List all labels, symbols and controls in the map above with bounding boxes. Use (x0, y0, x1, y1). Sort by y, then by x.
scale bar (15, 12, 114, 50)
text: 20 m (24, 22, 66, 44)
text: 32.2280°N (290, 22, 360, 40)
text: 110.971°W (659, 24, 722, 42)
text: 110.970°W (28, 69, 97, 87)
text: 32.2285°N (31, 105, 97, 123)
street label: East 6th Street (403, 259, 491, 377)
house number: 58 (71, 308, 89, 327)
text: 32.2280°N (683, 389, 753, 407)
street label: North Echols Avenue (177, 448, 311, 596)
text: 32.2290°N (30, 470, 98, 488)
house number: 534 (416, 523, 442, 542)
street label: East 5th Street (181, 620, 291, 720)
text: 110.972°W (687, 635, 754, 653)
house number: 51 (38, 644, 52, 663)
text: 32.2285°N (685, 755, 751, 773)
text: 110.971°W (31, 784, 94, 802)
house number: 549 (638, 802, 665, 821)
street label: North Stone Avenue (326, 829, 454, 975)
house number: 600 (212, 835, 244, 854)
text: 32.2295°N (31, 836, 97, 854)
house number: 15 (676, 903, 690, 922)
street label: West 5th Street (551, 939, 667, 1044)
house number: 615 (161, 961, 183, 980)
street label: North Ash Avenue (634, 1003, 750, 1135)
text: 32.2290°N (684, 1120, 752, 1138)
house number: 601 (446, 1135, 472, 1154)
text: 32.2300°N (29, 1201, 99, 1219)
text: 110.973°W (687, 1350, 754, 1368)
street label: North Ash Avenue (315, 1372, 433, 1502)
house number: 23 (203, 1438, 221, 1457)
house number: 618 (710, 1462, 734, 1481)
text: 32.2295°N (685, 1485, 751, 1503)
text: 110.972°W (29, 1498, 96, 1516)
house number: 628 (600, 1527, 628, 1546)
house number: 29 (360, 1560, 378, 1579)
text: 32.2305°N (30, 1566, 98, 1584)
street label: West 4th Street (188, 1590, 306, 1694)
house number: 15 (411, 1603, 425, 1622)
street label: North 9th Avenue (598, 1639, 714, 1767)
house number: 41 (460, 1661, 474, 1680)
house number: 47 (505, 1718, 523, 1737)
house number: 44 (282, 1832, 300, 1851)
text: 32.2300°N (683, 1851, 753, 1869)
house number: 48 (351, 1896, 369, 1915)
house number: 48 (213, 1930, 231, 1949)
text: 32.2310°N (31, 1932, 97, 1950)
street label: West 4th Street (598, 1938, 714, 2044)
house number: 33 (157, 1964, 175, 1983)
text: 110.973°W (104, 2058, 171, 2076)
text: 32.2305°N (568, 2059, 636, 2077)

### [INSTRUCTIONS TO FOLLOW]
Every single line in the records above must be written out exactly.

### [EXERCISE OUTPUT]
List all labels, symbols and controls in the map above with bounding boxes. Use (x0, y0, x1, y1). Sort by y, then by x.
scale bar (15, 12, 114, 50)
text: 20 m (24, 22, 66, 44)
text: 32.2280°N (290, 22, 360, 40)
text: 110.971°W (659, 24, 722, 42)
text: 110.970°W (28, 69, 97, 87)
text: 32.2285°N (31, 105, 97, 123)
street label: East 6th Street (403, 259, 491, 377)
house number: 58 (71, 308, 89, 327)
text: 32.2280°N (683, 389, 753, 407)
street label: North Echols Avenue (177, 448, 311, 596)
text: 32.2290°N (30, 470, 98, 488)
house number: 534 (416, 523, 442, 542)
street label: East 5th Street (181, 620, 291, 720)
text: 110.972°W (687, 635, 754, 653)
house number: 51 (38, 644, 52, 663)
text: 32.2285°N (685, 755, 751, 773)
text: 110.971°W (31, 784, 94, 802)
house number: 549 (638, 802, 665, 821)
street label: North Stone Avenue (326, 829, 454, 975)
house number: 600 (212, 835, 244, 854)
text: 32.2295°N (31, 836, 97, 854)
house number: 15 (676, 903, 690, 922)
street label: West 5th Street (551, 939, 667, 1044)
house number: 615 (161, 961, 183, 980)
street label: North Ash Avenue (634, 1003, 750, 1135)
text: 32.2290°N (684, 1120, 752, 1138)
house number: 601 (446, 1135, 472, 1154)
text: 32.2300°N (29, 1201, 99, 1219)
text: 110.973°W (687, 1350, 754, 1368)
street label: North Ash Avenue (315, 1372, 433, 1502)
house number: 23 (203, 1438, 221, 1457)
house number: 618 (710, 1462, 734, 1481)
text: 32.2295°N (685, 1485, 751, 1503)
text: 110.972°W (29, 1498, 96, 1516)
house number: 628 (600, 1527, 628, 1546)
house number: 29 (360, 1560, 378, 1579)
text: 32.2305°N (30, 1566, 98, 1584)
street label: West 4th Street (188, 1590, 306, 1694)
house number: 15 (411, 1603, 425, 1622)
street label: North 9th Avenue (598, 1639, 714, 1767)
house number: 41 (460, 1661, 474, 1680)
house number: 47 (505, 1718, 523, 1737)
house number: 44 (282, 1832, 300, 1851)
text: 32.2300°N (683, 1851, 753, 1869)
house number: 48 (351, 1896, 369, 1915)
house number: 48 (213, 1930, 231, 1949)
text: 32.2310°N (31, 1932, 97, 1950)
street label: West 4th Street (598, 1938, 714, 2044)
house number: 33 (157, 1964, 175, 1983)
text: 110.973°W (104, 2058, 171, 2076)
text: 32.2305°N (568, 2059, 636, 2077)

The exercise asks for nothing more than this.